Online security is always a top priority for companies, with many spending thousands on state of the art computer systems to protect their data and finances.
But a new study has found the real threat from cyber criminals is that now they don't even need to hack software.
It's digital espionage commonly known as 'social engineering'
Criminals are gleaning personal information from social media accounts.
To create the perfect phising email or phone call -- so convincing increasing numbers of business men and women are falling for it.
In one case a hacker targeted a CEO's PA after seeing on Instagram and Facebook that an employee of the firm had recently had a birthday party - that many within the company had attended.
An email went out pretending to be another attendee sharing photo's - that message specifically designed to install malware on her PC.
The company behind the research - Digitalis - have heard countless stories like this one....
They found that most people are aware of the risks but simply don't protect themsleves.
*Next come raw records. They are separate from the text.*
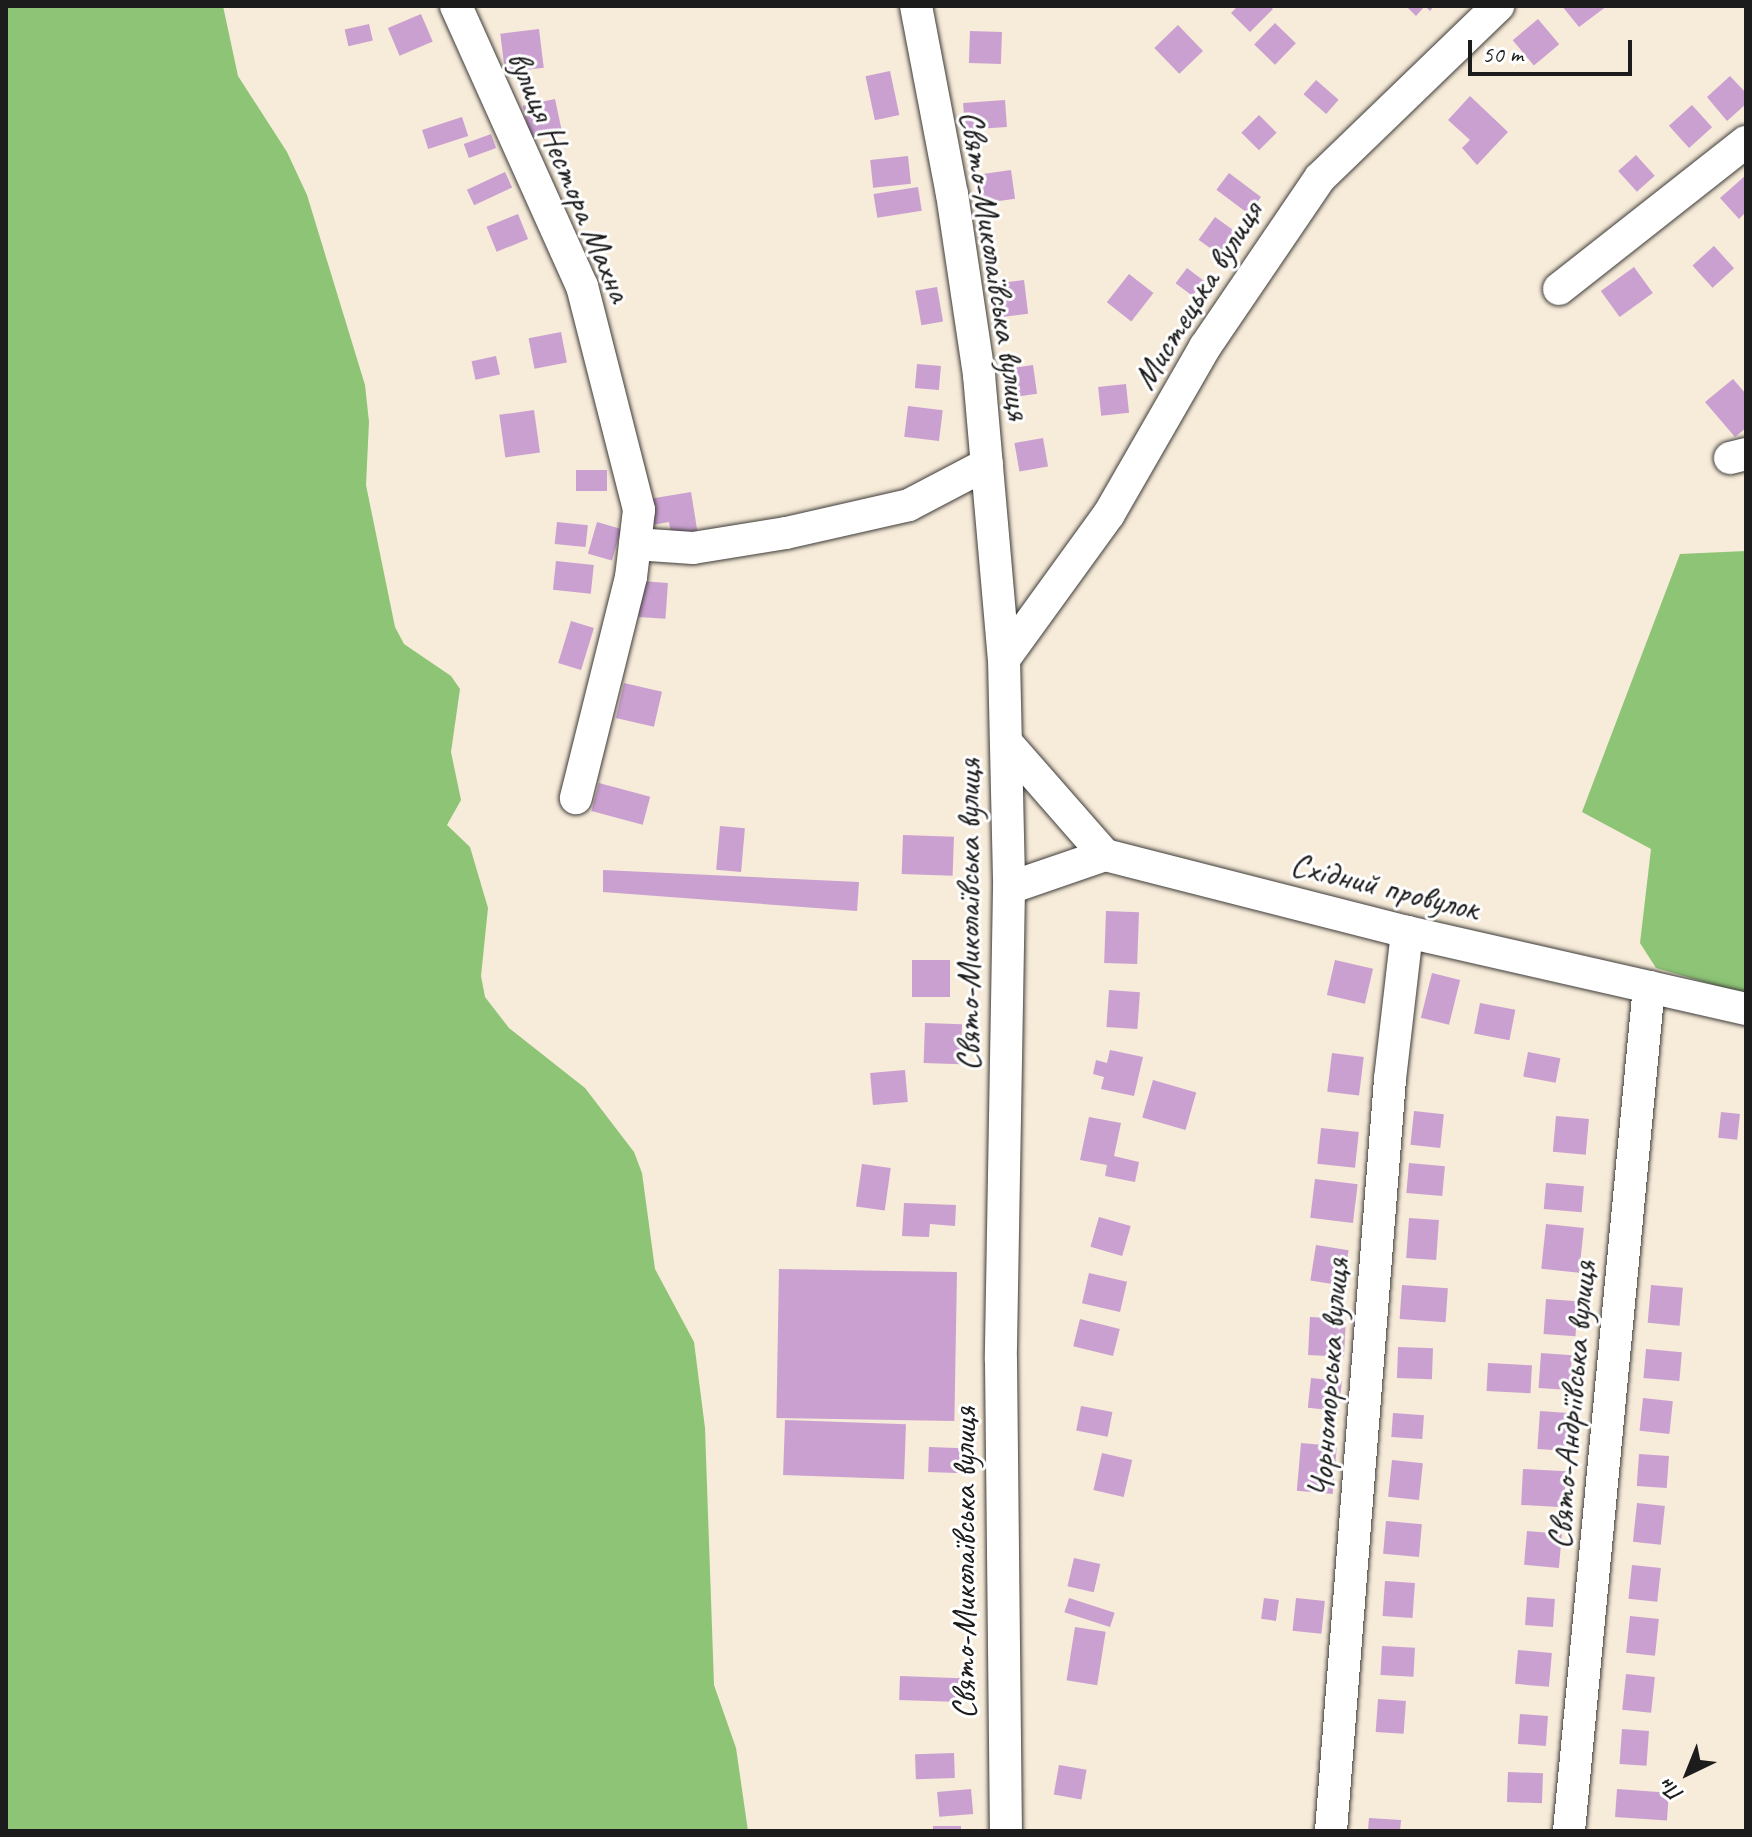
<!DOCTYPE html>
<meta charset="utf-8">
<style>
body{margin:0}
#map{position:relative;width:1752px;height:1837px;overflow:hidden;background:#f7ebd9;font-family:Caveat,sans-serif}
div>[style]{position:absolute}
.green>*{inset:0;background:#8dc476}
.building>*{inset:0;background:#caa0d1;transform-origin:0 0}
.roads{filter:drop-shadow(0 0 2px #3d3b38) drop-shadow(0 0 2px #3d3b38)}
.minor>*{height:32px;margin:-16px;padding:0 16px;transform-origin:16px;border-radius:16px;background:#fff}
span{translate:-50% -50%;white-space:nowrap;text-align:center;line-height:1.15;-webkit-text-stroke:6px #fff;paint-order:stroke}
.street-label{font-size:34px;color:#1c1c1c}
.frame{position:absolute;inset:0;border:8px solid #1c1c1c;pointer-events:none}
.north{position:absolute;left:1648px;top:1733px;width:80px;height:80px;-webkit-text-stroke:6px #fff;paint-order:stroke;rotate:223deg;font-size:22px;font-weight:700;line-height:32px;text-align:center;color:#1c1c1c}
.north::after{content:'';display:block;margin:auto;width:28px;height:36px;background:#1c1c1c;clip-path:polygon(50% 0,100% 100%,50% 72%,0 100%)}
.scale{position:absolute;left:1468px;top:40px;width:164px;height:36px;box-sizing:border-box;border:4px solid #1c1c1c;border-top:0;padding-left:10px;font-size:24px;line-height:28px;white-space:nowrap;color:#1c1c1c;-webkit-text-stroke:6px #fff;paint-order:stroke}
</style>
<div id="map">
<div class="green">
<div style="clip-path:polygon(6px 6px,223px 6px,238px 76px,287px 152px,307px 195px,365px 385px,369px 422px,366px 485px,395px 627px,404px 644px,451px 676px,460px 689px,451px 752px,461px 800px,447px 825px,470px 847px,488px 908px,481px 976px,485px 997px,509px 1028px,585px 1088px,634px 1152px,642px 1173px,655px 1269px,694px 1342px,705px 1428px,714px 1685px,736px 1748px,748px 1831px,6px 1831px)"></div>
<div style="clip-path:polygon(1746px 551px,1746px 994px,1656px 968px,1640px 943px,1651px 849px,1582px 812px,1680px 554px)"></div>
</div>
<div class="building">
<div style="clip-path:polygon(1238px 6px,1269px 6px,1273px 9px,1250px 32px,1231px 13px)"></div>
<div style="clip-path:polygon(1406px 6px,1434px 6px,1430px 11px,1425px 6px,1416px 16px)"></div>
<div style="clip-path:polygon(1562px 6px,1607px 6px,1579px 27px)"></div>
<div style="left:421px;top:14px;width:30px;height:36px;rotate:67deg"></div>
<div style="left:1538px;top:19px;width:33px;height:33px;rotate:50deg"></div>
<div style="left:1275px;top:23px;width:29px;height:30px;rotate:44deg"></div>
<div style="left:369px;top:24px;width:17px;height:25px;rotate:77deg"></div>
<div style="left:1178px;top:25px;width:36px;height:33px;rotate:46deg"></div>
<div style="left:539px;top:29px;width:39px;height:39px;rotate:83deg"></div>
<div style="left:970px;top:31px;width:32px;height:32px;rotate:2deg"></div>
<div style="left:890px;top:71px;width:45px;height:25px;rotate:78deg"></div>
<div style="clip-path:polygon(1730px 76px,1746px 93px,1746px 104px,1727px 121px,1707px 97px)"></div>
<div style="left:1316px;top:80px;width:30px;height:19px;rotate:41deg"></div>
<div style="clip-path:polygon(1470px 96px,1508px 132px,1477px 165px,1462px 148px,1470px 140px,1448px 120px)"></div>
<div style="left:555px;top:99px;width:33px;height:33px;rotate:78deg"></div>
<div style="left:1005px;top:100px;width:27px;height:42px;rotate:86deg"></div>
<div style="left:1692px;top:105px;width:30px;height:31px;rotate:48deg"></div>
<div style="left:1259px;top:115px;width:25px;height:25px;rotate:45deg"></div>
<div style="left:462px;top:117px;width:20px;height:42px;rotate:72deg"></div>
<div style="left:491px;top:134px;width:15px;height:29px;rotate:70deg"></div>
<div style="left:1636px;top:155px;width:28px;height:24px;rotate:48deg"></div>
<div style="left:908px;top:156px;width:28px;height:38px;rotate:84deg"></div>
<div style="left:1011px;top:170px;width:29px;height:36px;rotate:82deg"></div>
<div style="left:505px;top:172px;width:17px;height:42px;rotate:65deg"></div>
<div style="left:1229px;top:173px;width:40px;height:21px;rotate:37deg"></div>
<div style="clip-path:polygon(1746px 175px,1746px 212px,1739px 219px,1720px 198px)"></div>
<div style="left:918px;top:187px;width:24px;height:45px;rotate:81deg"></div>
<div style="left:518px;top:214px;width:27px;height:34px;rotate:68deg"></div>
<div style="left:1215px;top:217px;width:27px;height:28px;rotate:36deg"></div>
<div style="left:1714px;top:246px;width:30px;height:29px;rotate:48deg"></div>
<div style="left:1634px;top:267px;width:32px;height:41px;rotate:54deg"></div>
<div style="left:1187px;top:268px;width:21px;height:19px;rotate:37deg"></div>
<div style="left:1129px;top:274px;width:31px;height:36px;rotate:38deg"></div>
<div style="left:1024px;top:280px;width:34px;height:34px;rotate:83deg"></div>
<div style="left:937px;top:287px;width:35px;height:22px;rotate:80deg"></div>
<div style="left:561px;top:332px;width:31px;height:33px;rotate:79deg"></div>
<div style="left:496px;top:356px;width:19px;height:25px;rotate:78deg"></div>
<div style="left:917px;top:364px;width:24px;height:24px;rotate:5deg"></div>
<div style="left:1033px;top:365px;width:29px;height:29px;rotate:82deg"></div>
<div style="clip-path:polygon(1733px 379px,1746px 394px,1746px 428px,1735px 437px,1705px 402px)"></div>
<div style="left:1126px;top:384px;width:29px;height:28px;rotate:84deg"></div>
<div style="left:908px;top:406px;width:35px;height:31px;rotate:7deg"></div>
<div style="left:534px;top:410px;width:43px;height:35px;rotate:82deg"></div>
<div style="left:1043px;top:438px;width:29px;height:29px;rotate:80deg"></div>
<div style="left:576px;top:470px;width:31px;height:21px"></div>
<div style="clip-path:polygon(691px 492px,698px 535px,672px 539px,669px 522px,647px 526px,643px 500px)"></div>
<div style="left:557px;top:522px;width:31px;height:22px;rotate:6deg"></div>
<div style="left:597px;top:522px;width:25px;height:33px;rotate:16deg"></div>
<div style="left:556px;top:561px;width:38px;height:29px;rotate:6deg"></div>
<div style="left:641px;top:581px;width:27px;height:36px;rotate:4deg"></div>
<div style="left:571px;top:621px;width:24px;height:44px;rotate:17deg"></div>
<div style="left:624px;top:683px;width:39px;height:36px;rotate:13deg"></div>
<div style="left:599px;top:783px;width:53px;height:29px;rotate:15deg"></div>
<div style="left:720px;top:826px;width:25px;height:44px;rotate:5deg"></div>
<div style="left:903px;top:835px;width:51px;height:39px;rotate:2deg"></div>
<div style="clip-path:polygon(603px 870px,859px 882px,857px 911px,603px 892px)"></div>
<div style="left:1106px;top:911px;width:33px;height:52px;rotate:2deg"></div>
<div style="left:912px;top:960px;width:38px;height:37px"></div>
<div style="left:1335px;top:960px;width:39px;height:36px;rotate:13deg"></div>
<div style="left:1432px;top:973px;width:29px;height:46px;rotate:14deg"></div>
<div style="left:1109px;top:990px;width:31px;height:37px;rotate:4deg"></div>
<div style="left:1480px;top:1003px;width:36px;height:31px;rotate:11deg"></div>
<div style="left:925px;top:1023px;width:37px;height:40px;rotate:2deg"></div>
<div style="clip-path:polygon(1110px 1050px,1143px 1057px,1134px 1096px,1101px 1089px,1104px 1077px,1093px 1074px,1096px 1060px,1107px 1063px)"></div>
<div style="left:1528px;top:1052px;width:33px;height:25px;rotate:11deg"></div>
<div style="left:1332px;top:1053px;width:32px;height:39px;rotate:7deg"></div>
<div style="left:905px;top:1070px;width:32px;height:35px;rotate:85deg"></div>
<div style="left:1153px;top:1080px;width:45px;height:39px;rotate:16deg"></div>
<div style="left:1414px;top:1111px;width:30px;height:34px;rotate:6deg"></div>
<div style="left:1721px;top:1112px;width:19px;height:26px;rotate:6deg"></div>
<div style="left:1556px;top:1116px;width:33px;height:36px;rotate:5deg"></div>
<div style="clip-path:polygon(1089px 1117px,1121px 1123px,1114px 1156px,1139px 1162px,1135px 1182px,1105px 1176px,1107px 1165px,1080px 1160px)"></div>
<div style="left:1321px;top:1128px;width:38px;height:36px;rotate:6deg"></div>
<div style="left:1409px;top:1163px;width:36px;height:30px;rotate:5deg"></div>
<div style="left:862px;top:1164px;width:29px;height:43px;rotate:8deg"></div>
<div style="left:1315px;top:1179px;width:43px;height:39px;rotate:7deg"></div>
<div style="left:1546px;top:1183px;width:38px;height:26px;rotate:5deg"></div>
<div style="clip-path:polygon(904px 1203px,956px 1205px,955px 1226px,930px 1224px,929px 1237px,902px 1236px)"></div>
<div style="left:1099px;top:1217px;width:33px;height:31px;rotate:16deg"></div>
<div style="left:1409px;top:1218px;width:30px;height:40px;rotate:4deg"></div>
<div style="left:1546px;top:1224px;width:38px;height:45px;rotate:6deg"></div>
<div style="left:1316px;top:1245px;width:33px;height:36px;rotate:9deg"></div>
<div style="left:779px;top:1269px;width:178px;height:149px;rotate:1deg"></div>
<div style="left:1089px;top:1273px;width:39px;height:31px;rotate:13deg"></div>
<div style="left:1402px;top:1285px;width:46px;height:34px;rotate:4deg"></div>
<div style="left:1651px;top:1285px;width:32px;height:38px;rotate:5deg"></div>
<div style="left:1546px;top:1299px;width:32px;height:35px;rotate:4deg"></div>
<div style="left:1310px;top:1317px;width:36px;height:38px;rotate:3deg"></div>
<div style="left:1080px;top:1319px;width:41px;height:28px;rotate:14deg"></div>
<div style="left:1398px;top:1347px;width:35px;height:31px;rotate:2deg"></div>
<div style="left:1646px;top:1349px;width:36px;height:29px;rotate:5deg"></div>
<div style="left:1541px;top:1353px;width:31px;height:35px;rotate:4deg"></div>
<div style="left:1488px;top:1363px;width:44px;height:28px;rotate:3deg"></div>
<div style="left:1311px;top:1378px;width:31px;height:30px;rotate:6deg"></div>
<div style="left:1643px;top:1398px;width:30px;height:33px;rotate:6deg"></div>
<div style="left:1081px;top:1406px;width:32px;height:25px;rotate:11deg"></div>
<div style="left:1540px;top:1411px;width:28px;height:38px;rotate:4deg"></div>
<div style="left:1393px;top:1413px;width:31px;height:24px;rotate:4deg"></div>
<div style="left:785px;top:1420px;width:121px;height:55px;rotate:2deg"></div>
<div style="left:1301px;top:1443px;width:36px;height:48px;rotate:5deg"></div>
<div style="left:929px;top:1447px;width:35px;height:25px;rotate:2deg"></div>
<div style="left:1102px;top:1453px;width:31px;height:38px;rotate:13deg"></div>
<div style="left:1639px;top:1454px;width:30px;height:32px;rotate:4deg"></div>
<div style="left:1392px;top:1460px;width:31px;height:37px;rotate:6deg"></div>
<div style="left:1523px;top:1469px;width:43px;height:36px;rotate:3deg"></div>
<div style="left:1637px;top:1503px;width:28px;height:39px;rotate:6deg"></div>
<div style="left:1386px;top:1521px;width:36px;height:33px;rotate:5deg"></div>
<div style="left:1527px;top:1531px;width:35px;height:34px;rotate:5deg"></div>
<div style="left:1074px;top:1558px;width:27px;height:29px;rotate:13deg"></div>
<div style="left:1632px;top:1565px;width:29px;height:34px;rotate:6deg"></div>
<div style="left:1385px;top:1581px;width:30px;height:35px;rotate:4deg"></div>
<div style="left:1527px;top:1597px;width:28px;height:28px;rotate:4deg"></div>
<div style="left:1069px;top:1598px;width:48px;height:15px;rotate:18deg"></div>
<div style="left:1264px;top:1598px;width:15px;height:21px;rotate:8deg"></div>
<div style="left:1296px;top:1598px;width:29px;height:33px;rotate:6deg"></div>
<div style="left:1630px;top:1616px;width:29px;height:37px;rotate:6deg"></div>
<div style="left:1075px;top:1627px;width:31px;height:54px;rotate:9deg"></div>
<div style="left:1382px;top:1646px;width:33px;height:29px;rotate:3deg"></div>
<div style="left:1518px;top:1650px;width:34px;height:34px;rotate:5deg"></div>
<div style="left:1626px;top:1674px;width:29px;height:36px;rotate:6deg"></div>
<div style="left:900px;top:1676px;width:61px;height:24px;rotate:2deg"></div>
<div style="left:1378px;top:1699px;width:28px;height:33px;rotate:4deg"></div>
<div style="left:1520px;top:1714px;width:28px;height:30px;rotate:4deg"></div>
<div style="left:1622px;top:1729px;width:27px;height:35px;rotate:4deg"></div>
<div style="left:954px;top:1753px;width:25px;height:39px;rotate:88deg"></div>
<div style="left:1059px;top:1765px;width:28px;height:30px;rotate:10deg"></div>
<div style="left:1508px;top:1772px;width:35px;height:30px;rotate:2deg"></div>
<div style="left:971px;top:1789px;width:25px;height:34px;rotate:85deg"></div>
<div style="left:1617px;top:1789px;width:52px;height:28px;rotate:4deg"></div>
<div style="clip-path:polygon(1369px 1818px,1401px 1820px,1400px 1831px,1368px 1831px)"></div>
<div style="left:933px;top:1826px;width:28px;height:5px"></div>
</div>
<div class="roads">
<div class="minor">
<div style="left:456px;top:6px;width:307px;rotate:65.8deg"></div>
<div style="left:582px;top:286px;width:231px;rotate:75.7deg"></div>
<div style="left:639px;top:510px;width:67px;rotate:96.8deg"></div>
<div style="left:631px;top:577px;width:228px;rotate:104deg"></div>
<div style="left:916px;top:6px;width:191px;rotate:79.2deg"></div>
<div style="left:952px;top:194px;width:183px;rotate:81.5deg"></div>
<div style="left:979px;top:375px;width:285px;rotate:85deg"></div>
<div style="left:1004px;top:659px;width:229px;rotate:88.7deg"></div>
<div style="left:1009px;top:888px;width:472px;rotate:91deg"></div>
<div style="left:1001px;top:1360px;width:471px;rotate:89.4deg"></div>
<div style="left:1559px;top:289px;width:238px;rotate:-38.2deg"></div>
<div style="left:1730px;top:458px;width:16px;rotate:-14deg"></div>
<div style="left:635px;top:544px;width:58px;rotate:3.9deg"></div>
<div style="left:693px;top:548px;width:94px;rotate:-9.2deg"></div>
<div style="left:786px;top:533px;width:126px;rotate:-12.8deg"></div>
<div style="left:909px;top:505px;width:88px;rotate:-27.7deg"></div>
<div style="left:1004px;top:659px;width:179px;rotate:-54.1deg"></div>
<div style="left:1109px;top:514px;width:193px;rotate:-60.1deg"></div>
<div style="left:1205px;top:347px;width:204px;rotate:-55.8deg"></div>
<div style="left:1320px;top:178px;width:248px;rotate:-44deg"></div>
<div style="left:1006px;top:742px;width:150px;rotate:48.8deg"></div>
<div style="left:1009px;top:888px;width:102px;rotate:-19deg"></div>
<div style="left:1105px;top:855px;width:312px;rotate:14.3deg"></div>
<div style="left:1407px;top:932px;width:348px;rotate:12.8deg"></div>
<div style="left:1331px;top:1831px;width:754px;rotate:-85.51deg"></div>
<div style="left:1390px;top:1079px;width:148px;rotate:-83.4deg"></div>
<div style="left:1569px;top:1831px;width:848px;rotate:-84.59deg"></div>
</div>
</div>
<div class="street-label">
<span style="left:570px;top:176px;rotate:67deg">вулиця Нестора Махна</span>
<span style="left:996px;top:265px;rotate:81deg">Свято-Миколаївська вулиця</span>
<span style="left:1197px;top:295px;rotate:-58deg">Мистецька вулиця</span>
<span style="left:1385px;top:886px;rotate:14deg">Східний провулок</span>
<span style="left:968px;top:915px;rotate:-90deg">Свято-Миколаївська вулиця</span>
<span style="left:1328px;top:1378px;rotate:-86deg">Чорноморська вулиця</span>
<span style="left:1571px;top:1405px;rotate:-85deg">Свято-Андріївська вулиця</span>
<span style="left:964px;top:1563px;rotate:-90deg">Свято-Миколаївська вулиця</span>
</div>
<div class="frame"></div>
<div class="north">Пн</div>
<div class="scale">50 m</div>
</div>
(SOUNDBITE) (English) DIGITALIS REPUTATION, DAVE KING, SAYING:
"It's staggering to then find out that the majority are doing nothing about it. So most business leaders will accept request from people who don't know. Most of them dont check regularly on privacy settings and most of them don't check what information is out there about them online between 50 and 60 percent don't do any of those things."
The company say even firms with state of the computer systems are being caught out.
Proving no amount of technical stop gaps can stop people from being tempted to click.